AbbVie's mission is to discover and deliver innovative medicines that solve serious health issues today and address the medical challenges of tomorrow. We strive to have a remarkable impact on people's lives across several key therapeutic areas: immunology, oncology, neuroscience, eye care, virology, women's health and gastroenterology, in addition to products and services across its Allergan Aesthetics portfolio. For more information about AbbVie, please visit us at www.abbvie.com. Follow @abbvie on Twitter, Facebook, Instagram, YouTube and LinkedIn.
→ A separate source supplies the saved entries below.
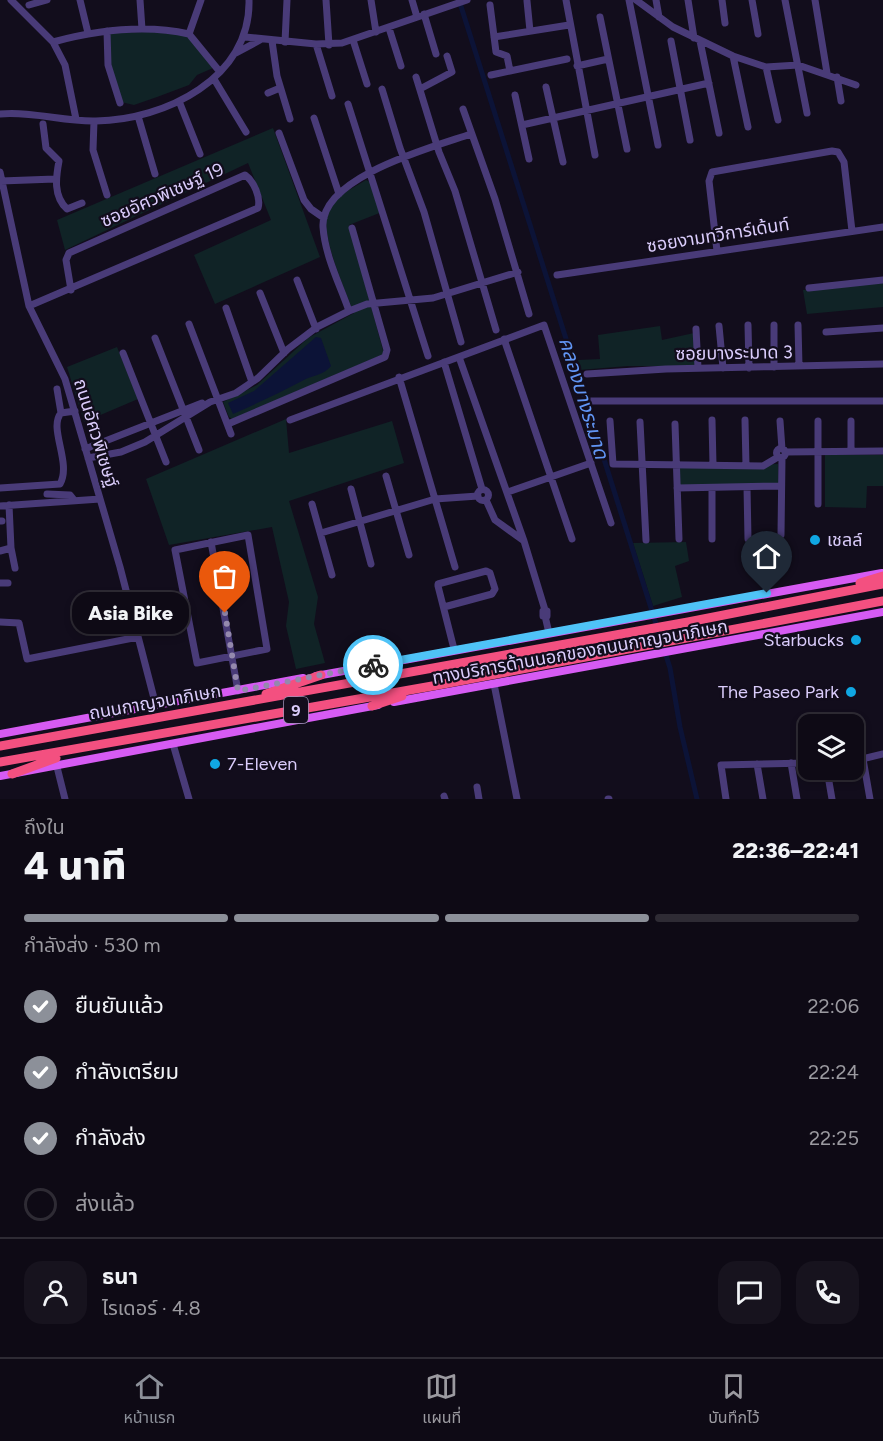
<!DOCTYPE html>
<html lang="th">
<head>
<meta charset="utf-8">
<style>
	body { margin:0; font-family:Figtree,"Noto Sans Thai",sans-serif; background:#17131e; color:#f1f3f6; height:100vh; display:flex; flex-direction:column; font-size:22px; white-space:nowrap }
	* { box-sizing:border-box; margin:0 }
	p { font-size:20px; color:#9b9aa0 }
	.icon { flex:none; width:33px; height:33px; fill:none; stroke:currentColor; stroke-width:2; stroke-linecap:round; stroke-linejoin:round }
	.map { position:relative; height:799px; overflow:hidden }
	.panel { display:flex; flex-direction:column; background:#0e0a15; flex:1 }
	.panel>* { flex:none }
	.tools { position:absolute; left:798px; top:714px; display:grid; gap:12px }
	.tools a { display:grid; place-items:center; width:66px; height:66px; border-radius:12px; background:#0e0a15; box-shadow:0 3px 9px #0003,0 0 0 2px #2e2b34; font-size:30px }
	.pin { position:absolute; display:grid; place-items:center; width:51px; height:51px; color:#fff; margin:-62px -26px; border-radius:50% 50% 50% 0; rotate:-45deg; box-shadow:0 0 6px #0007 }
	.pin .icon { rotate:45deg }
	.courier { position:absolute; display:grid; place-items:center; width:60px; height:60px; margin:-30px; border:4px solid #4fc3f7; border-radius:50%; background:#fff; color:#222; box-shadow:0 2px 8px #0007 }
	.bubble { position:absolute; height:42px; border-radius:18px; background:#0e0a15; box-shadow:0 3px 9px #0003,0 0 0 2px #2e2b34; font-size:20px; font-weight:800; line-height:42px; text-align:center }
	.summary em { font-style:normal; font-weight:800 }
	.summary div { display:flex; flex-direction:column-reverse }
	.summary { display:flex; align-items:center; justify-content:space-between; height:102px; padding:0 24px }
	h1 { font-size:39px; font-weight:800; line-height:45px }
	.bar { display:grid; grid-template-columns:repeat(4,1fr); gap:9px 6px; align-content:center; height:72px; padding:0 24px }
	.bar i { height:8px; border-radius:4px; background:#2e2b34 }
	.bar .on { background:#8c9099 }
	.bar p { grid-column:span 4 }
	.line { display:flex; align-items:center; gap:15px; padding:0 24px; border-top:2px solid #2e2b34 }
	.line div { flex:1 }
	.round { display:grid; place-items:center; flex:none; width:63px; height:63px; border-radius:18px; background:#17131e }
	ol { padding:0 24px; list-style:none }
	li { display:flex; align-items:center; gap:18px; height:66px }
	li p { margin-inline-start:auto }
	li .icon { padding:6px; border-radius:50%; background:#8c9099; color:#fff; stroke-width:4 }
	li:last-child { color:#9b9aa0 }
	li i { width:33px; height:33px; border:3px solid #2e2b34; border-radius:50% }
	.tab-bar { display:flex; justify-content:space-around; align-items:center; height:84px; border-top:2px solid #2e2b34; background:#0e0a15; font-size:16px; color:#9b9aa0 }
	.tab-bar a { display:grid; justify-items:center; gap:3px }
	.tab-bar .on { color:#8c9099 }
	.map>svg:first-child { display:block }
	.green { fill:#102326 }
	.water { fill:#0c1337 }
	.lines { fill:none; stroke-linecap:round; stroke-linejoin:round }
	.canal { stroke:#0c1337; stroke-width:5 }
	.minor { stroke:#493b78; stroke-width:7 }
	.major { stroke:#d65bf3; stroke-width:8 }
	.highway { stroke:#f35080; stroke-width:9 }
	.done { stroke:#9489ad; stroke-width:6; stroke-dasharray:0 10.8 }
	.route { stroke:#4fc3f7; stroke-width:8 }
	.poi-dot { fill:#10a7e3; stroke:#120d1c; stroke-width:2 }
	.labels { text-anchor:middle; stroke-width:4.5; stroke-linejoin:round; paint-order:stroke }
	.shield { fill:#120d1c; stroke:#9e93b8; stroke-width:1.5 }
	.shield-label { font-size:16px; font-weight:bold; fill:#daccfb }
	.street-label { font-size:18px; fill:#daccfb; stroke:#120d1c }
	.poi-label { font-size:18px; fill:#daccfb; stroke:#120d1c; text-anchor:start }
	.water-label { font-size:20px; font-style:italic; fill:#6195f4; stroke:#120d1c }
</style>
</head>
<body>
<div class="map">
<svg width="883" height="799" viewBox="0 0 883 799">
	<rect width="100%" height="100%" fill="#120d1c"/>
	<path class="green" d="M188,31L213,68L197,75L189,85L157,97L134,105L121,102L110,65L108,33Z
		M273,128L320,257L215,304L194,255L271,220L248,163L65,250L57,220Z
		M366,180L372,183L382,212L349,225L384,354L232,419L229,417L223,402L257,385L308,338L354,313C346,292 317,229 329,209C337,195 353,188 366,180Z
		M883,283V307L807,314L803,290Z
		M660,326L662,340L694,333L695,366H628L579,370L578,360L600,359L598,335Z
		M117,347L138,399L84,422L67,367Z
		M286,419L289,453L392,421L404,463L289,501L318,597L314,624L325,663L296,669L286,626L289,602L272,527L169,545L146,479Z
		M825,455H883V486H867L866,508L825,507Z
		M778,464L779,484L680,486L679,467Z
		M686,542L689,561L675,566L682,597L653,606L633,543Z"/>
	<path class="water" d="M316,337L321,338L331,366C323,376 312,375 302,381C279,393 256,404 233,414L228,403L254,391Z"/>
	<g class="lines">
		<path class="canal" d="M459,0L670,668L680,727L697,799"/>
		<path class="minor" d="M11,0L53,42L65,65L76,119
			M80,0L88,33
			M140,0L142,29
			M326,0L329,45
			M371,0L376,32
			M412,0L417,17
			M566,0L595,155
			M629,0L658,145
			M636,0L673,27L733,56L766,67L798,65L856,85
			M656,0L659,17
			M688,0L694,38
			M722,0L725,23
			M752,0L758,34
			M785,0L807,113
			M815,0L827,73
			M527,1L530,31
			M29,5L47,0
			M490,5L496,52L507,56L510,71
			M424,14L436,54
			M600,17L627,149
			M389,28L401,66
			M107,31L108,65L120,103
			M189,34L220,72
			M245,37L316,44L342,43L467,0
			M494,37L569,25
			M353,40L367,84
			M272,41L277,76L290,119
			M671,41L690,140
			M700,41L719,133
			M53,42C98,30 144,24 189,34L201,0
			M285,42L287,0
			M316,44L332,96
			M236,53L260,40
			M733,56L748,127
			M577,66L608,59
			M766,67L778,120
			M491,75L567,59
			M416,77L439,152L455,191L496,330
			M837,77L841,101
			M214,79L246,132
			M546,87L563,162
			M382,89L400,148L424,212L461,342
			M420,89L452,72L447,56
			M268,93L280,88
			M515,95L529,159
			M179,101L200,154
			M348,104L428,356
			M463,109L495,199L529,314
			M0,114C33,111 64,122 96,121C165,120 251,78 249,0
			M138,116L155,174
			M314,118L339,194
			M94,121L93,150L107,195
			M43,124L46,148L59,161C56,177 53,196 67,209L82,203
			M522,125L709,83
			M279,133L304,200L311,209L324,218
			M0,172L29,306L65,379L120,567L156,706
			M1,181L55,179
			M717,251L709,181L712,172L832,151L838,152L844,162L852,231
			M557,275L883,227
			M297,280L316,329
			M809,288L883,280
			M260,293L284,353
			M29,306L258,208C261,198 254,181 245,175L69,253L66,260L71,290
			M226,308L252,382
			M349,311C340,285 325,256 323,227C320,177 433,147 471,134
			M189,324L231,434
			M748,325L749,368
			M798,325L799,366
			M719,326L723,368
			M696,329L698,368
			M826,332L883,328
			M155,338L199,450
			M504,339L572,539
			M123,353L166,462
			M459,357L524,541
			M444,362L482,489
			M774,367V325
			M587,374L666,369L883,364
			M399,377L455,567
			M57,389L61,413
			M591,401H883
			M290,420L544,325L611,523
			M712,420L713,465
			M745,420L746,466
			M610,421L613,464L763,466L778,457
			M780,421L782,449
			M818,421V504
			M851,421V451
			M640,422L646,540
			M228,424L385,357L387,350L352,228
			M675,424L679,539
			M776.5 453a4.5 4.5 0 1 1 9 0a4.5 4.5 0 1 1-9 0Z
			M85,449L202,403
			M785,452L883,451
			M88,458L121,452L145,442L210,402L236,393L258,378L288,349L317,327L349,311L367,304L433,298L518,272
			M386,476L409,555
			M747,487L748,539
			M0,488L60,484C72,463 48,428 61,413L75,411
			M677,488L781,486
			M351,489L371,564
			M477.5 495a5.5 5.5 0 1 1 11 0a5.5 5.5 0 1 1-11 0Z
			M508,492L591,463
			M47,494L70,495L74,500
			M486,500L495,520L524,541L545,610
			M312,504L332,575
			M0,506L100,499
			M0,521H2
			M321,533L435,499L478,496
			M248,535L267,649L197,663L175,550Z
			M781,535L782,458
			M712,539V488
			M211,542L238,691
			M11,548L15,568
			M0,551L11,548L9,505
			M0,583H8
			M444,607L492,594L495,589L490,573L486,571L438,584V586L454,649
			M543,611H547V616H543Z
			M545,616L549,633
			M0,622L19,623L27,659L138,637
			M494,684L517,799
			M173,744L189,799
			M863,759L870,799
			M854,761L883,754
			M791,763L797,799
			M757,764L763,799
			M57,767L65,799
			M827,770L832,799
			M477,787L479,799
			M444,796L445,799
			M608,799H609
			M726,799L721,765L808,763"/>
		<path class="major" d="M316,676L882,573
			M394,702L883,612
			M0,734L303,678
			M0,776L378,705"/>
		<path class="highway" d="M860,583L883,576
			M266,694L321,675
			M372,706L402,696
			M0,746L688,622L883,584
			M0,762L438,685L883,601
			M12,774L56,758"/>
	</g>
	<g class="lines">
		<path class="done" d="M225,613L238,691L373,665"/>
		<path class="route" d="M373,665L767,593"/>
	</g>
	<g class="poi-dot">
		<circle cx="815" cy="540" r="6"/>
		<circle cx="856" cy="640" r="6"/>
		<circle cx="851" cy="692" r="6"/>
		<circle cx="215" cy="764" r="6"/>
	</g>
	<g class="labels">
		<rect class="shield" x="284" y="697" width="24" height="26" rx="4.5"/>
		<g class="shield-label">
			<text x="296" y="716">9</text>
		</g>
		<g class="street-label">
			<text transform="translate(162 195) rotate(-24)" y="6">ซอยอัศวพิเชษฐ์ 19</text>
			<text transform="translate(718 235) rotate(-9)" y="6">ซอยงามทวีการ์เด้นท์</text>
			<text transform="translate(734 353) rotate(-1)" y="6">ซอยบางระมาด 3</text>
			<text transform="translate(96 433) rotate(73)" y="6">ถนนอัศวพิเชษฐ์</text>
			<text transform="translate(580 652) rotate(-10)" y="6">ทางบริการด้านนอกของถนนกาญจนาภิเษก</text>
			<text transform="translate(155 702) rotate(-10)" y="6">ถนนกาญจนาภิเษก</text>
		</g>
		<g class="poi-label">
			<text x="827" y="546">เชลล์</text>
			<text x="844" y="646" text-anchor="end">Starbucks</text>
			<text x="839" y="698" text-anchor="end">The Paseo Park</text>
			<text x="227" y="770">7-Eleven</text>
		</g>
		<g class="water-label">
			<text transform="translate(584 398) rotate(73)" y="7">คลองบางระมาด</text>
		</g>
	</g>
</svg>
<div class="tools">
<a><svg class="icon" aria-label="layers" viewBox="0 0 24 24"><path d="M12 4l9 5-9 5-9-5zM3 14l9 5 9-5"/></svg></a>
</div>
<div class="pin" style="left:225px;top:613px;background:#ea580c"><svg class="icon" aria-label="bag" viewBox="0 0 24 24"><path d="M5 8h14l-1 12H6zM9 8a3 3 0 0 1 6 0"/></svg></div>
<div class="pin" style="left:767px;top:593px;background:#1f2937"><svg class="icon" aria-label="home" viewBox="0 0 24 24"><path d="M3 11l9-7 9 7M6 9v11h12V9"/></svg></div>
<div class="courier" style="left:373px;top:665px"><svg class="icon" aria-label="bike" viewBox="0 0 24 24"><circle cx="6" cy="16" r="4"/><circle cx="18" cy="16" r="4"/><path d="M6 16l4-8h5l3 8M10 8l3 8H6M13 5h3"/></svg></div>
<div class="bubble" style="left:72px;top:592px;width:117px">Asia Bike</div>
</div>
<section class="panel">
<div class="summary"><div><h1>4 นาที</h1><p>ถึงใน</p></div><em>22:36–22:41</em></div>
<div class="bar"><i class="on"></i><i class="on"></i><i class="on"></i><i></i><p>กำลังส่ง · 530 m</p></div>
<ol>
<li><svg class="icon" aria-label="check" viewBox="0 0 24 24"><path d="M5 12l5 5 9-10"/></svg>ยืนยันแล้ว<p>22:06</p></li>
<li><svg class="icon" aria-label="check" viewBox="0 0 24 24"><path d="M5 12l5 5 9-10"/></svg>กำลังเตรียม<p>22:24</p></li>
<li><svg class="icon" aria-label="check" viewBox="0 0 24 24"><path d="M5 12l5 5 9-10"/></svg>กำลังส่ง<p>22:25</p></li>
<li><i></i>ส่งแล้ว</li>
</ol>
<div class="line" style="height:108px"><a class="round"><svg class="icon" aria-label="person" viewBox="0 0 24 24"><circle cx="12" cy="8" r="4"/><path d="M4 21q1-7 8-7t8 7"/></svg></a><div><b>ธนา</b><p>ไรเดอร์ · 4.8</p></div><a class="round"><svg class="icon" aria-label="chat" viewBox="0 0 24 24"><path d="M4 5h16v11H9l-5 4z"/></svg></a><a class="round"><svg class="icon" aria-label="phone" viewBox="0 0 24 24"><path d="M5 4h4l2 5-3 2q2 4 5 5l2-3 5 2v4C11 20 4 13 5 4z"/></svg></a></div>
</section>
<nav class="tab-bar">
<a class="on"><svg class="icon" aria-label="home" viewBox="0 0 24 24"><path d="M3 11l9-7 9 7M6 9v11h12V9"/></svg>หน้าแรก</a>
<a><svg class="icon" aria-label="map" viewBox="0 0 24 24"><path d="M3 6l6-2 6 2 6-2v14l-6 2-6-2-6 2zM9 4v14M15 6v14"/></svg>แผนที่</a>
<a><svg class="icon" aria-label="saved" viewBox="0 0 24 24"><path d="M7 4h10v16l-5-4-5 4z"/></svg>บันทึกไว้</a>
</nav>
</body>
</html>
Forward-Looking Statements

Some statements in this news release are, or may be considered, forward-looking statements for purposes of the Private Securities Litigation Reform Act of 1995. The words "believe," "expect," "anticipate," "project" and similar expressions, among others, generally identify forward-looking statements. AbbVie cautions that these forward-looking statements are subject to risks and uncertainties that may cause actual results to differ materially from those indicated in the forward-looking statements. Such risks and uncertainties include, but are not limited to, failure to realize the expected benefits from AbbVie's acquisition of Allergan plc ("Allergan"), failure to promptly and effectively integrate Allergan's businesses, competition from other products, challenges to intellectual property, difficulties inherent in the research and development process, adverse litigation or government action, changes to laws and regulations applicable to our industry and the impact of public health outbreaks, epidemics or pandemics, such as COVID-19. Additional information about the economic, competitive, governmental, technological and other factors that may affect AbbVie's operations is set forth in Item 1A, "Risk Factors," of AbbVie's 2020 Annual Report on Form 10-K, which has been filed with the Securities and Exchange Commission, as updated by its subsequent Quarterly Reports on Form 10-Q. AbbVie undertakes no obligation to release publicly any revisions to forward-looking statements as a result of subsequent events or developments, except as required by law.